» **Task brief**
Below are some records; output exactly the lines from the line with "<!-- minor casing -->" to the line with "<!-- route -->", both ends kept, and nothing more.

» **Source records**
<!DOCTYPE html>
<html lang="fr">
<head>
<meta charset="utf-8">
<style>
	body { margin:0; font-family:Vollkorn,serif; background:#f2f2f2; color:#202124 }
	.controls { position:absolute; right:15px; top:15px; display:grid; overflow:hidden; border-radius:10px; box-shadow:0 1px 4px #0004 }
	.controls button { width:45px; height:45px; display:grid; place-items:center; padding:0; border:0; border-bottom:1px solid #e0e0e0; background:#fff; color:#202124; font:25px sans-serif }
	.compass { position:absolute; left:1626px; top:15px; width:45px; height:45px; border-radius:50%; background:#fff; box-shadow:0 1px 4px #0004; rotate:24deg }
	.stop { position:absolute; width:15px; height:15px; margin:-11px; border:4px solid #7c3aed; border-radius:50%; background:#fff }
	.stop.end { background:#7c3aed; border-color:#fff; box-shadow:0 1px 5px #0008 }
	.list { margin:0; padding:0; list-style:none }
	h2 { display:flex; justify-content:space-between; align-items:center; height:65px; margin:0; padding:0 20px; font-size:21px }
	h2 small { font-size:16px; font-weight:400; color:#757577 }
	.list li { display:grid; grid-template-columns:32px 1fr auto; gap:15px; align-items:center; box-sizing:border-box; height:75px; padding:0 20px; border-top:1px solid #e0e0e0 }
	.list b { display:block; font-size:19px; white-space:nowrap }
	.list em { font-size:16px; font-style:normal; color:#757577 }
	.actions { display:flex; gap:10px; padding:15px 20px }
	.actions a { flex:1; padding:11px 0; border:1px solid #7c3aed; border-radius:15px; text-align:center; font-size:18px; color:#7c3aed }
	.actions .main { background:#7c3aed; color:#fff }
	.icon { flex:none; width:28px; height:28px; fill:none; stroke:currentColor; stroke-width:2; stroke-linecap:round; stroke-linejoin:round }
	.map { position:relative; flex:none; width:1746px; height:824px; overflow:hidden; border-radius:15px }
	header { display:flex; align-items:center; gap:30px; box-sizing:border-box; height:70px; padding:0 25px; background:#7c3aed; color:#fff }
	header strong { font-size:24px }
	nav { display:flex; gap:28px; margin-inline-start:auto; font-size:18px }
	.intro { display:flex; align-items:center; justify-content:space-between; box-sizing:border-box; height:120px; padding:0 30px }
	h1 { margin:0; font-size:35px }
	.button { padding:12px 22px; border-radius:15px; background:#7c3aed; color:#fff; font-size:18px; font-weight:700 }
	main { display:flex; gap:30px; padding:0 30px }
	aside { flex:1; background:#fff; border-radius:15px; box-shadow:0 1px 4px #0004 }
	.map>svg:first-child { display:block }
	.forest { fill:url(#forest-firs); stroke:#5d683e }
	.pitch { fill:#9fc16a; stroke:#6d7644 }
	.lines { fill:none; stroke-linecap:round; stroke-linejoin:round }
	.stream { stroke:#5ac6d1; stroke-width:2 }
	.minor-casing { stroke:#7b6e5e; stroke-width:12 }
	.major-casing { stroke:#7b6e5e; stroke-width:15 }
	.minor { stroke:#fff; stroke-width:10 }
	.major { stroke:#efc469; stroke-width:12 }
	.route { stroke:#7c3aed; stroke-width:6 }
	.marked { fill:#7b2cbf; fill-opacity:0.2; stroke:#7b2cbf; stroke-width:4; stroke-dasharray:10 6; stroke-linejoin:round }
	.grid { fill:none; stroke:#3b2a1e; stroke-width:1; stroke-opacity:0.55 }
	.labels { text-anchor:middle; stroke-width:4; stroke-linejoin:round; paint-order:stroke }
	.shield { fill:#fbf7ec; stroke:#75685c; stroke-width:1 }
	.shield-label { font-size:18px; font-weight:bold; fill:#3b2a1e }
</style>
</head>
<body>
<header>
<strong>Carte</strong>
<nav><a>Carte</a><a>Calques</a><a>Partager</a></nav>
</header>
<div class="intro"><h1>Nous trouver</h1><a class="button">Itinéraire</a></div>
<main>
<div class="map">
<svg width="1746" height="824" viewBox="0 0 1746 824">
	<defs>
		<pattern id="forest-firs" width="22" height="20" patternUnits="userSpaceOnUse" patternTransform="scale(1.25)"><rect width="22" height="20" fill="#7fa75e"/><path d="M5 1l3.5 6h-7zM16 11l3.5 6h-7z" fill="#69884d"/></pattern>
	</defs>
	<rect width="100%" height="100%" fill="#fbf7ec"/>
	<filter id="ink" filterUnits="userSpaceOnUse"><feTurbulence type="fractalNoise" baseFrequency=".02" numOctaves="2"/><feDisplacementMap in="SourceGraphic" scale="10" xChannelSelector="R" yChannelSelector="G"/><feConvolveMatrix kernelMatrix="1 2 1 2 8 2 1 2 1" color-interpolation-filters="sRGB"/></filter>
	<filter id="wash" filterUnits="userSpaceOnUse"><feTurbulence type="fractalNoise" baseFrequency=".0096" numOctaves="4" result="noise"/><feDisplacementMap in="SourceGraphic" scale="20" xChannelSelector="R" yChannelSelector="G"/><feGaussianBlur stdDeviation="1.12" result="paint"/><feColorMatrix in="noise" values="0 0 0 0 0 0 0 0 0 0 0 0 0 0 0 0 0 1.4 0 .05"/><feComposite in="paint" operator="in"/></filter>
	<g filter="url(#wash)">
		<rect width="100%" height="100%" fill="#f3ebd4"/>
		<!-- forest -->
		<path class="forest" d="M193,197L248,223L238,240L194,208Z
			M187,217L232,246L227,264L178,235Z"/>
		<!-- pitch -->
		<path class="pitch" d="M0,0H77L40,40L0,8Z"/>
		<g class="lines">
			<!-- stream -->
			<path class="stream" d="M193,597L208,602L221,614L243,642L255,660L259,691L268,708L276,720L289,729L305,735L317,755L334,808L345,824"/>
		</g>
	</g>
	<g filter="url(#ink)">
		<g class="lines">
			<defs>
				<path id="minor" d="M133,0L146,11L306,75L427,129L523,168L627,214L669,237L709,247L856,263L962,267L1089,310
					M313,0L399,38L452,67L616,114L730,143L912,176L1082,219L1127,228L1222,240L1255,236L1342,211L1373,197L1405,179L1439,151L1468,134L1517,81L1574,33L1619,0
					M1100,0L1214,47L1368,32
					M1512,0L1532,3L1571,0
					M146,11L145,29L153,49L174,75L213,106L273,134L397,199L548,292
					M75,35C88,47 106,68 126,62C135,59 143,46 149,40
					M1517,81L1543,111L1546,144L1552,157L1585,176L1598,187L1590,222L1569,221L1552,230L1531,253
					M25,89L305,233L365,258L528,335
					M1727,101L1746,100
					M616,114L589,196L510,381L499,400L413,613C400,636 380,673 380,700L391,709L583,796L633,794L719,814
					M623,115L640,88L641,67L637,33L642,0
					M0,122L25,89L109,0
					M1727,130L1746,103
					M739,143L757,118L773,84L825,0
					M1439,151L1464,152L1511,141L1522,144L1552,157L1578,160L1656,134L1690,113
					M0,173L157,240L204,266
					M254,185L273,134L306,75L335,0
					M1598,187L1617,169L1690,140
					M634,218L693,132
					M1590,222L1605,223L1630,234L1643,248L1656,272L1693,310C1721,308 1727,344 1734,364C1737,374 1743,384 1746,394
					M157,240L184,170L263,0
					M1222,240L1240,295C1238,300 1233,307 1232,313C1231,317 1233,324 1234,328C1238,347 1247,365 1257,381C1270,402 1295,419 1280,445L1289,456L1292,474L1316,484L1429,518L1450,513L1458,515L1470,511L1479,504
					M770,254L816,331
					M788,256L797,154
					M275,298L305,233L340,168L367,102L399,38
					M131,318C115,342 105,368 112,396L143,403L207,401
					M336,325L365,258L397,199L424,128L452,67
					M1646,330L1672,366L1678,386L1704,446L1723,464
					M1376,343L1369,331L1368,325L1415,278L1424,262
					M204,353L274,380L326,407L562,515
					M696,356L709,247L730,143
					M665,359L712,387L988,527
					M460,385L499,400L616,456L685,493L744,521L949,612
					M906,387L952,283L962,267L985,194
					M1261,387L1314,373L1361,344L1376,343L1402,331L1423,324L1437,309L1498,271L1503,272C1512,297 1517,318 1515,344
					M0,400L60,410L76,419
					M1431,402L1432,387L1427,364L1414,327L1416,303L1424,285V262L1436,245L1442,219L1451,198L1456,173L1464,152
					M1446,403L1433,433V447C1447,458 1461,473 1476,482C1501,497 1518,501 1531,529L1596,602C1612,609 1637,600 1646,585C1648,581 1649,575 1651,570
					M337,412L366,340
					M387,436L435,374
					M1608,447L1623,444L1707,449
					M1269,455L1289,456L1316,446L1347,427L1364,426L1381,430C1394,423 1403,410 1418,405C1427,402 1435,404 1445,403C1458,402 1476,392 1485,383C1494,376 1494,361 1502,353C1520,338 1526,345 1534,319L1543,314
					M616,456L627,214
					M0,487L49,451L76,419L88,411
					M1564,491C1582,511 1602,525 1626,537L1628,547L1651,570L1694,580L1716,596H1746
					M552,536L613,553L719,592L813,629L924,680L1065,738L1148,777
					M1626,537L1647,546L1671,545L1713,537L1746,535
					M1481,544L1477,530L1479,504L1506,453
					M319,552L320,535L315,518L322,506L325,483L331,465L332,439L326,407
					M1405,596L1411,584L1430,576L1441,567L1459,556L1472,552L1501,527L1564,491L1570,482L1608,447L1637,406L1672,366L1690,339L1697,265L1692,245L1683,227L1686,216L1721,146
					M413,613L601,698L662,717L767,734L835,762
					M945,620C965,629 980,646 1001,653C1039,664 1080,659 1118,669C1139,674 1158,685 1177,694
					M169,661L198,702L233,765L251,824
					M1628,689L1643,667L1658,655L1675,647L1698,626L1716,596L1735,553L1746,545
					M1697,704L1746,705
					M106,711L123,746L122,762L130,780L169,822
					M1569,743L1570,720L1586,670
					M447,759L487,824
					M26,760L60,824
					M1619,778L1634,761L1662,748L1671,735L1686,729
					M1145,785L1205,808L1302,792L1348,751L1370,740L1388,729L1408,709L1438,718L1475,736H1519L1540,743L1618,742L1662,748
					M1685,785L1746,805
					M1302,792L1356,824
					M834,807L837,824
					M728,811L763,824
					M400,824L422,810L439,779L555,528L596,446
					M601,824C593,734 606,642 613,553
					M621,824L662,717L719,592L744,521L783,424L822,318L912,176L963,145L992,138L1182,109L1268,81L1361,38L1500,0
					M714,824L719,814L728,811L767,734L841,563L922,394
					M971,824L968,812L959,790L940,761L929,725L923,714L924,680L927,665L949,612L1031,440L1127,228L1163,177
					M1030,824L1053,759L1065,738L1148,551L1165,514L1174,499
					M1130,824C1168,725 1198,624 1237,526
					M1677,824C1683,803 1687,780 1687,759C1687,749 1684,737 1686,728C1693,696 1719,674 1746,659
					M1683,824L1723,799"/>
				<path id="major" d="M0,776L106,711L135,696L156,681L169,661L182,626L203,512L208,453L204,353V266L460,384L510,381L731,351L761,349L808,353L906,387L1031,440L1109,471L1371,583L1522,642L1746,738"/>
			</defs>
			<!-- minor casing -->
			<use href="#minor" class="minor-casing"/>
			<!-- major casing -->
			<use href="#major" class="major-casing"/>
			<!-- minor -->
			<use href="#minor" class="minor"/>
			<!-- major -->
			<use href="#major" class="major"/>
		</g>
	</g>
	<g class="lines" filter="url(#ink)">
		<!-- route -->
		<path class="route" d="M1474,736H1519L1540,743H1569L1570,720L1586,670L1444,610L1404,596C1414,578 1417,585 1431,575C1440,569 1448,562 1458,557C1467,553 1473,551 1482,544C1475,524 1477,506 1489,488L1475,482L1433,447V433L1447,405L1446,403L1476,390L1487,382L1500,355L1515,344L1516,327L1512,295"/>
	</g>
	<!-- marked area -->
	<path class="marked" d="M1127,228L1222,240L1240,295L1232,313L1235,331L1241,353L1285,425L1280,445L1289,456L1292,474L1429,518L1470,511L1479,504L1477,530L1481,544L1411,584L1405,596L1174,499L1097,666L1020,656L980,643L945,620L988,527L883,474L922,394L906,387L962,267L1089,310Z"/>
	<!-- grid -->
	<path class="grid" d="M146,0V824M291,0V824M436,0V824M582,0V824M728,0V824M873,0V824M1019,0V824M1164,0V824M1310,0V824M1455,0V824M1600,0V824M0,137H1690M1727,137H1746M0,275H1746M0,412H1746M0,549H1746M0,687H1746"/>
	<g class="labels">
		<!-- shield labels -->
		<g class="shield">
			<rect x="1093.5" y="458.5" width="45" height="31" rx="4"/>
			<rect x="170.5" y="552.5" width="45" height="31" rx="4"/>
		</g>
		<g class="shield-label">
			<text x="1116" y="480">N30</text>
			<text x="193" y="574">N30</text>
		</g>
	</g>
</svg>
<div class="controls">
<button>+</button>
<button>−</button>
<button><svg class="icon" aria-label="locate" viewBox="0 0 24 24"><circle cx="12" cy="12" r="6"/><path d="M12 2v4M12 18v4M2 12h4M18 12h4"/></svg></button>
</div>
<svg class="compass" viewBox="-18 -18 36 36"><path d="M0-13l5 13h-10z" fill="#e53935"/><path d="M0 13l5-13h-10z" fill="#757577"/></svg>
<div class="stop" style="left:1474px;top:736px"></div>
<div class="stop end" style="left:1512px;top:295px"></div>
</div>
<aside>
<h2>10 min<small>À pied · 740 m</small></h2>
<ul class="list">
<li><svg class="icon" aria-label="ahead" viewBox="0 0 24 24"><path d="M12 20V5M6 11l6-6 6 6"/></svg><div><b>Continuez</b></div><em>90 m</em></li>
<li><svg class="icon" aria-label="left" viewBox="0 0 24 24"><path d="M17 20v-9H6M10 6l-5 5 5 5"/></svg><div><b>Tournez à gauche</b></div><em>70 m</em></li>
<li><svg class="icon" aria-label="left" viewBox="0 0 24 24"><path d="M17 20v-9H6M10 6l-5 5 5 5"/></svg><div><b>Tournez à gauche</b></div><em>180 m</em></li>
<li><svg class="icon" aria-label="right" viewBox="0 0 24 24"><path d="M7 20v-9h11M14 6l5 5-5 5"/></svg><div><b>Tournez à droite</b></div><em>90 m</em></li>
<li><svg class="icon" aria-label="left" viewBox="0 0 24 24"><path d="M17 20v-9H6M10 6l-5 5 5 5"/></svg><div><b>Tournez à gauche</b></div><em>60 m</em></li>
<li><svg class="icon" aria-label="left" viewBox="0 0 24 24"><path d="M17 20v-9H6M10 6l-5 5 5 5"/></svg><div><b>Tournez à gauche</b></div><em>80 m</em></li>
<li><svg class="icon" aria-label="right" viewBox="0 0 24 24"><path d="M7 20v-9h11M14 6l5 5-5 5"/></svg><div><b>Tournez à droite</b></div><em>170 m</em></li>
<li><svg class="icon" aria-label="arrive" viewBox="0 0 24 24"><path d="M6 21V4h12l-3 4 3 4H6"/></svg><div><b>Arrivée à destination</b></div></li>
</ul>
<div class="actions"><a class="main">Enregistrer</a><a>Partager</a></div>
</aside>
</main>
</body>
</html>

» **Task output**
			<!-- minor casing -->
			<use href="#minor" class="minor-casing"/>
			<!-- major casing -->
			<use href="#major" class="major-casing"/>
			<!-- minor -->
			<use href="#minor" class="minor"/>
			<!-- major -->
			<use href="#major" class="major"/>
		</g>
	</g>
	<g class="lines" filter="url(#ink)">
		<!-- route -->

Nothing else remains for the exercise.